What is needed is an exact copy of the lines from the start of the records below through the line with "0 3.5px,transparent 0", without the pictures.

Collected data entries
* * *
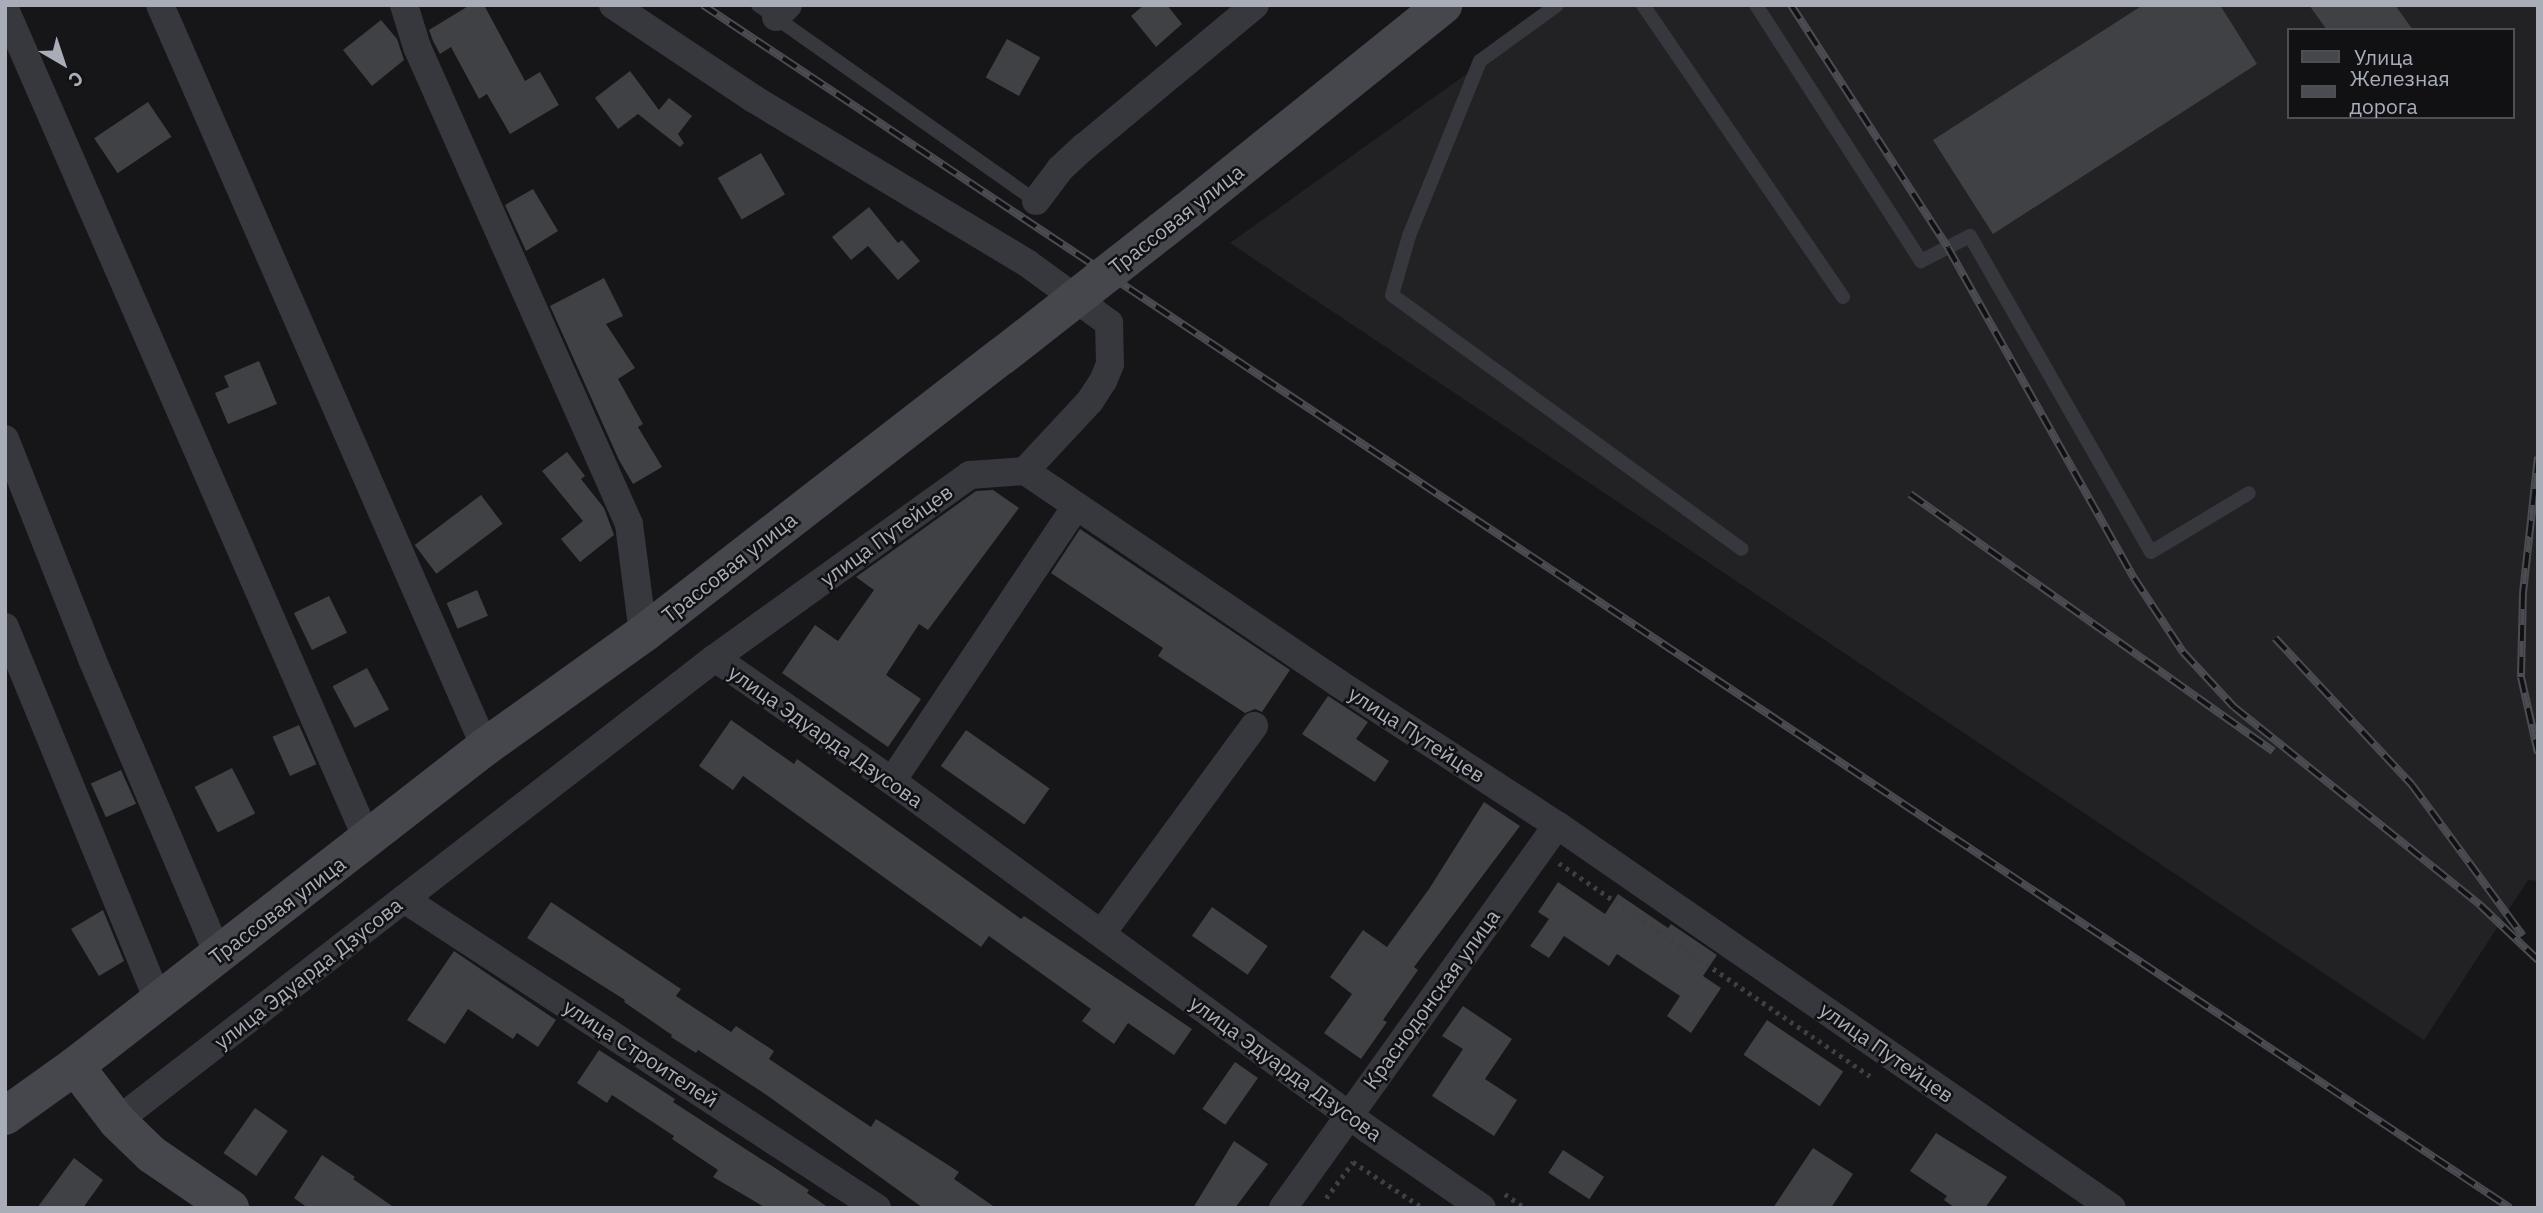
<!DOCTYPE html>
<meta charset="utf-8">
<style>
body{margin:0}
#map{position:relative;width:2543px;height:1213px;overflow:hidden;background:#161618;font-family:"IBM Plex Sans",sans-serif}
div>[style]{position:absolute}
.built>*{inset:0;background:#222225}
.building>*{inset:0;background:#404145;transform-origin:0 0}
.path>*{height:4.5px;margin-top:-2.25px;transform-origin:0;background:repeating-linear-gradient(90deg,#3d3f44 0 3.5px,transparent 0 8.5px)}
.lane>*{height:14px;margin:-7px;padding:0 7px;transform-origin:7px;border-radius:7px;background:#37383d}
.street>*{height:28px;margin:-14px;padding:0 14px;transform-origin:14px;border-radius:14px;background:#37383d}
.secondary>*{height:38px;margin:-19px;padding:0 19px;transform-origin:19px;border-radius:19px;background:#45474d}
.rail>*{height:8px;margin-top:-4px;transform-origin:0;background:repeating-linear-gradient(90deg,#111113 0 16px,#4a4c52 0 32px);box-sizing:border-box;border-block:2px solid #4a4c52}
.secondary-bridge>*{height:38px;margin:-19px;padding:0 19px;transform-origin:19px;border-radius:19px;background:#45474d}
span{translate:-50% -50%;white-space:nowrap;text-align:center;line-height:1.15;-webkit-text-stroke:5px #111113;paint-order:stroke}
.street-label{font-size:21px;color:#a8adb8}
.frame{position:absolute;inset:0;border:7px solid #a8adb8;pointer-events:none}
.legend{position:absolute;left:2287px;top:28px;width:228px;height:91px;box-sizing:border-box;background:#111113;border:2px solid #4d4f55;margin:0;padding:9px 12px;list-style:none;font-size:21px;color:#a8adb8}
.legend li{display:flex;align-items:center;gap:14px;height:35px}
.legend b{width:35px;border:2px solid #4d4f55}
.north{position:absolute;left:28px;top:28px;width:70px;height:70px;-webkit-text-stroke:5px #111113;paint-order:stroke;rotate:141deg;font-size:19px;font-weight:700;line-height:28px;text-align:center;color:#a8adb8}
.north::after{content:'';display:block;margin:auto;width:24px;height:32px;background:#a8adb8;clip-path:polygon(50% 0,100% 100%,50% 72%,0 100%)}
</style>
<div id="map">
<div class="built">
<i style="clip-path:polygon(evenodd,1563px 5px,2538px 5px,2538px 881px,2528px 880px,2424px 1040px,1230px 243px,1563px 5px,2289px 30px,2513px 30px,2513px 117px,2289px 117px,2289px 30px)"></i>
</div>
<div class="building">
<i style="clip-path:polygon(470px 5px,484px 5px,525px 81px,540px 72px,559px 105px,510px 134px,487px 94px,479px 99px,451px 47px,440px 54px,433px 41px,429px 30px)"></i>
<i style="clip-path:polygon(1144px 5px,1167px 5px,1182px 24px,1156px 47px,1131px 16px)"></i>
<i style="clip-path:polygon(2143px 5px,2220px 5px,2257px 64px,1993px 234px,1933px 140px)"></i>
<i style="clip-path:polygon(2309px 5px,2395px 5px,2413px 30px,2327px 30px)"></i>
<i style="clip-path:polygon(381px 20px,397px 39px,404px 60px,372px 86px,343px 50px)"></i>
<i style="left:1007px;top:39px;width:38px;height:44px;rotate:29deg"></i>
<i style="clip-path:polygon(630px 71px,659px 110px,669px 98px,692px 116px,678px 134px,684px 143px,680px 147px,638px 114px,618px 129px,595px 98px)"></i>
<i style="left:148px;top:102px;width:42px;height:65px;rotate:56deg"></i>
<i style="left:761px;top:153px;width:48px;height:50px;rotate:60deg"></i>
<i style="clip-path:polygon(533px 189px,558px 231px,526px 251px,505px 205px)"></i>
<i style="clip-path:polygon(869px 207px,898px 243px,902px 240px,920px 261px,898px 280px,868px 246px,851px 260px,832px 237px)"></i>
<i style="clip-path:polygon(604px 278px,623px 316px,606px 324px,635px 368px,618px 379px,643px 424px,638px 427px,662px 467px,633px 484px,619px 460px,550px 306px)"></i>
<i style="clip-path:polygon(259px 361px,277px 404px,228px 424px,215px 393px,229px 387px,224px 376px)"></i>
<i style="clip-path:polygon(567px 452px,585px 476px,581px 479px,604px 508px,614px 535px,580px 562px,561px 539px,583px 521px,542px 471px)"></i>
<i style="clip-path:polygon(993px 490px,1019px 508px,928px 630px,919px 624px,886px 675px,921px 699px,888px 747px,782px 673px,815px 625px,838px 641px,874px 590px,856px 577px,976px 491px)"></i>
<i style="left:481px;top:495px;width:36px;height:83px;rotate:53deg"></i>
<i style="clip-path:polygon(1080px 529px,1290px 670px,1262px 712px,1255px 709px,1245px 713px,1158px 656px,1163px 648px,1051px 573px)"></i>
<i style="left:477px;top:590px;width:28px;height:33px;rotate:67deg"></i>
<i style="left:329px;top:596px;width:41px;height:39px;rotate:64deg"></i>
<i style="left:367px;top:668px;width:47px;height:39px;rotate:62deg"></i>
<i style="clip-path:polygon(1328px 696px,1368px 722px,1356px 739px,1389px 761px,1375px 782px,1302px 734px)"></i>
<i style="clip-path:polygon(731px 720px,794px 764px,797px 759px,1021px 919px,1024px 916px,1192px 1029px,1174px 1055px,1128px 1023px,1114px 1044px,1082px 1021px,1091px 1009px,989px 936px,981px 947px,743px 776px,733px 790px,699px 766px)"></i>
<i style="left:299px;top:725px;width:43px;height:29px;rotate:66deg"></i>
<i style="left:966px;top:730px;width:102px;height:44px;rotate:35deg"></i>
<i style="left:232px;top:768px;width:51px;height:42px;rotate:63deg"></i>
<i style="left:121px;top:770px;width:37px;height:33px;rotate:66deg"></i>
<i style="clip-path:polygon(1484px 802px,1520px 826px,1414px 967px,1418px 970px,1383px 1020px,1387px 1022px,1361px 1059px,1324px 1033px,1352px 994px,1330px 977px,1363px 930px,1387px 947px,1429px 889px)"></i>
<i style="clip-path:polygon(1558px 882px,1605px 914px,1618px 894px,1668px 928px,1671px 924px,1717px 955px,1703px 976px,1721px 988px,1691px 1033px,1667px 1016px,1680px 996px,1617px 954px,1609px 966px,1564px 936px,1549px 958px,1530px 946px,1549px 919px,1538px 912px)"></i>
<i style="clip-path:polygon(551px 902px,681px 989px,676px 996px,731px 1032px,736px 1026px,774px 1051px,769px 1059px,871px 1127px,876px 1119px,959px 1172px,954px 1179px,996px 1208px,923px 1208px,768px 1096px,698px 1050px,696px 1053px,671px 1037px,672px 1035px,624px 1002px,625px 1000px,527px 938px)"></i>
<i style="left:1212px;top:907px;width:68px;height:35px;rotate:35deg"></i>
<i style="clip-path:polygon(103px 910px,124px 961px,99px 976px,71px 929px)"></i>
<i style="clip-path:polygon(454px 951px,556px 1020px,538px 1047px,517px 1033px,513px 1039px,468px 1009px,445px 1044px,407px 1020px)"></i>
<i style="clip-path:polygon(1463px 1006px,1512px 1039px,1485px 1079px,1517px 1100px,1494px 1136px,1432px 1096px,1463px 1049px,1442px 1036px)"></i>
<i style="left:1767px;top:1020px;width:92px;height:42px;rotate:34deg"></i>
<i style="clip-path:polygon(599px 1050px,675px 1099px,673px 1102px,809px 1190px,807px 1193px,829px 1208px,766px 1208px,713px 1177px,718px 1170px,672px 1139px,674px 1136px,612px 1095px,607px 1103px,577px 1083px)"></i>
<i style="left:1235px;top:1062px;width:28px;height:57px;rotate:35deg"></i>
<i style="left:255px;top:1108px;width:40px;height:55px;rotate:35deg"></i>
<i style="clip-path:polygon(1936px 1133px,2007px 1177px,1985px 1208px,1955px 1208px,1944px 1200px,1947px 1196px,1910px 1171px)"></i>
<i style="clip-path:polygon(1234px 1141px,1268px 1164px,1235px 1208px,1193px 1208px)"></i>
<i style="clip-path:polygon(1813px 1148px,1853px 1174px,1831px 1208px,1773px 1208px)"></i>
<i style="left:1563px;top:1150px;width:49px;height:27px;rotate:33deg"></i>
<i style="clip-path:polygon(322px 1155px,355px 1177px,353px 1179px,395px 1208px,308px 1208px,294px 1198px)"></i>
<i style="clip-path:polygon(74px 1158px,103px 1180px,83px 1208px,37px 1208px)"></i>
</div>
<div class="path">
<i style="left:1559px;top:863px;width:377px;rotate:34.4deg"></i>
<i style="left:1505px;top:1194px;width:24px;rotate:35deg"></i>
<i style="left:1326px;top:1198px;width:45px;rotate:-53.1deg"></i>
<i style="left:1353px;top:1162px;width:84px;rotate:33.3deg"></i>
</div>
<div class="lane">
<i style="left:758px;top:5px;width:340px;rotate:35.2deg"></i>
<i style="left:1557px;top:5px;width:95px;rotate:144deg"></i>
<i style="left:1480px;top:61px;width:189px;rotate:112.1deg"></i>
<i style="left:1409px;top:236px;width:61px;rotate:106.1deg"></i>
<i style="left:1392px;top:295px;width:432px;rotate:36deg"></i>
<i style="left:1643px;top:5px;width:354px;rotate:55.6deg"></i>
<i style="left:1756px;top:5px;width:305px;rotate:57.2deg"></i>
<i style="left:1921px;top:261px;width:55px;rotate:-27deg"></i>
<i style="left:1970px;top:236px;width:364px;rotate:60.2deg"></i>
<i style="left:2151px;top:552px;width:114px;rotate:-31deg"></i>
</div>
<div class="street">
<i style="left:160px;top:5px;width:810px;rotate:66.35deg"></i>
<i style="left:404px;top:5px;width:44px;rotate:72.8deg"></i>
<i style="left:417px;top:47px;width:522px;rotate:66.04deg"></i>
<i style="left:629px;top:524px;width:111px;rotate:82.7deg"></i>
<i style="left:613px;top:5px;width:169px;rotate:33.7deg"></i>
<i style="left:754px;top:99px;width:318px;rotate:31deg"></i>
<i style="left:1027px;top:263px;width:102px;rotate:36.2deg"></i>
<i style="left:1109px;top:323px;width:41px;rotate:88.6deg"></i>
<i style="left:1110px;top:364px;width:18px;rotate:112deg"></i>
<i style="left:1103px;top:381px;width:24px;rotate:123deg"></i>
<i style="left:1090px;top:401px;width:96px;rotate:132.9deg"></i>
<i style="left:5px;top:9px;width:908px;rotate:66.43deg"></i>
<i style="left:776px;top:17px;width:17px;rotate:-45deg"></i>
<i style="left:1036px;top:201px;width:40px;rotate:-53deg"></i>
<i style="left:1060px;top:169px;width:33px;rotate:-43deg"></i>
<i style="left:1084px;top:147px;width:222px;rotate:-39.7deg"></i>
<i style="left:5px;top:439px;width:237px;rotate:68.4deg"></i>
<i style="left:92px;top:659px;width:322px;rotate:66.9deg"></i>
<i style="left:5px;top:627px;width:403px;rotate:67.7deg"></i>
<i style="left:715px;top:658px;width:314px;rotate:-35.7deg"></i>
<i style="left:970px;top:475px;width:55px;rotate:-4.2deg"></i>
<i style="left:1025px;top:471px;width:378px;rotate:34.1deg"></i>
<i style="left:1338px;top:683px;width:261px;rotate:33deg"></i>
<i style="left:1557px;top:825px;width:674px;rotate:34.61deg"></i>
<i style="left:892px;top:781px;width:331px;rotate:-56.2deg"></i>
<i style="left:404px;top:899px;width:565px;rotate:33.16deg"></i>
<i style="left:1102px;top:933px;width:257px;rotate:-53.7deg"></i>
<i style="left:117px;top:1121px;width:756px;rotate:-37.75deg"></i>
<i style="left:715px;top:658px;width:216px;rotate:34.8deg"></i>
<i style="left:892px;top:781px;width:591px;rotate:36.19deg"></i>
<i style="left:1369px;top:1130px;width:137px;rotate:34.6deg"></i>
<i style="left:1283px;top:1208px;width:471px;rotate:-54.4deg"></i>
</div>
<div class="secondary">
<i style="left:1187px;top:211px;width:329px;rotate:-38.8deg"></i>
<i style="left:75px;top:1066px;width:69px;rotate:52.6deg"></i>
<i style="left:117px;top:1121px;width:47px;rotate:44.1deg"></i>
<i style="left:151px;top:1154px;width:96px;rotate:34.4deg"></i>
<i style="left:5px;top:1116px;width:86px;rotate:-35.5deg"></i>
<i style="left:75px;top:1066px;width:519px;rotate:-37.88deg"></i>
<i style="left:485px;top:747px;width:194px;rotate:-35.6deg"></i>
<i style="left:643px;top:634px;width:454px;rotate:-37.8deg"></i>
</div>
<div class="rail">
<i style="left:703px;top:5px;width:2171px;rotate:33.65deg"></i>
<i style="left:1791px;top:5px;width:289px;rotate:57.1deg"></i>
<i style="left:1948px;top:248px;width:379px;rotate:60.6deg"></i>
<i style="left:2134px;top:578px;width:89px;rotate:56.5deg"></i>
<i style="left:2183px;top:652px;width:75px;rotate:47.2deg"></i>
<i style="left:2234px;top:707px;width:316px;rotate:38.8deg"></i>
<i style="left:2480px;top:905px;width:80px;rotate:43.5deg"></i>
<i style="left:2538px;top:457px;width:137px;rotate:96.3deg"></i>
<i style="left:2523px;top:593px;width:84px;rotate:91.4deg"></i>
<i style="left:2521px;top:677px;width:78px;rotate:77.4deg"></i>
<i style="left:1910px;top:494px;width:445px;rotate:35.3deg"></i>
<i style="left:2275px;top:638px;width:201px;rotate:47deg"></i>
<i style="left:2412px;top:785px;width:187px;rotate:53.7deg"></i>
</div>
<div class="secondary-bridge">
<i style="left:1002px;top:356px;width:235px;rotate:-38.1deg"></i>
</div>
<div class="street-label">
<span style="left:1176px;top:219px;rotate:-38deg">Трассовая улица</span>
<span style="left:886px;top:535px;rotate:-36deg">улица Путейцев</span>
<span style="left:729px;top:567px;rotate:-38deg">Трассовая улица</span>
<span style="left:1417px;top:734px;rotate:33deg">улица Путейцев</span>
<span style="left:826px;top:736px;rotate:35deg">улица Эдуарда Дзусова</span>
<span style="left:277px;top:910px;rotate:-37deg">Трассовая улица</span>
<span style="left:308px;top:973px;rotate:-38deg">улица Эдуарда Дзусова</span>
<span style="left:1431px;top:999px;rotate:-54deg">Краснодонская улица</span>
<span style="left:1887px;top:1052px;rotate:35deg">улица Путейцев</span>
<span style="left:641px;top:1053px;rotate:33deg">улица Строителей</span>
<span style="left:1286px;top:1068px;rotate:36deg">улица Эдуарда Дзусова</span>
</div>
<div class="frame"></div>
<ul class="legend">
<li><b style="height:9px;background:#45474d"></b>Улица</li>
<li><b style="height:9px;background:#4a4c52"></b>Железная дорога</li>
</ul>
<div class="north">С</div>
</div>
* * *
> Reply to the task:
<!DOCTYPE html>
<meta charset="utf-8">
<style>
body{margin:0}
#map{position:relative;width:2543px;height:1213px;overflow:hidden;background:#161618;font-family:"IBM Plex Sans",sans-serif}
div>[style]{position:absolute}
.built>*{inset:0;background:#222225}
.building>*{inset:0;background:#404145;transform-origin:0 0}
.path>*{height:4.5px;margin-top:-2.25px;transform-origin:0;background:repeating-linear-gradient(90deg,#3d3f44 0 3.5px,transparent 0 8.5px)}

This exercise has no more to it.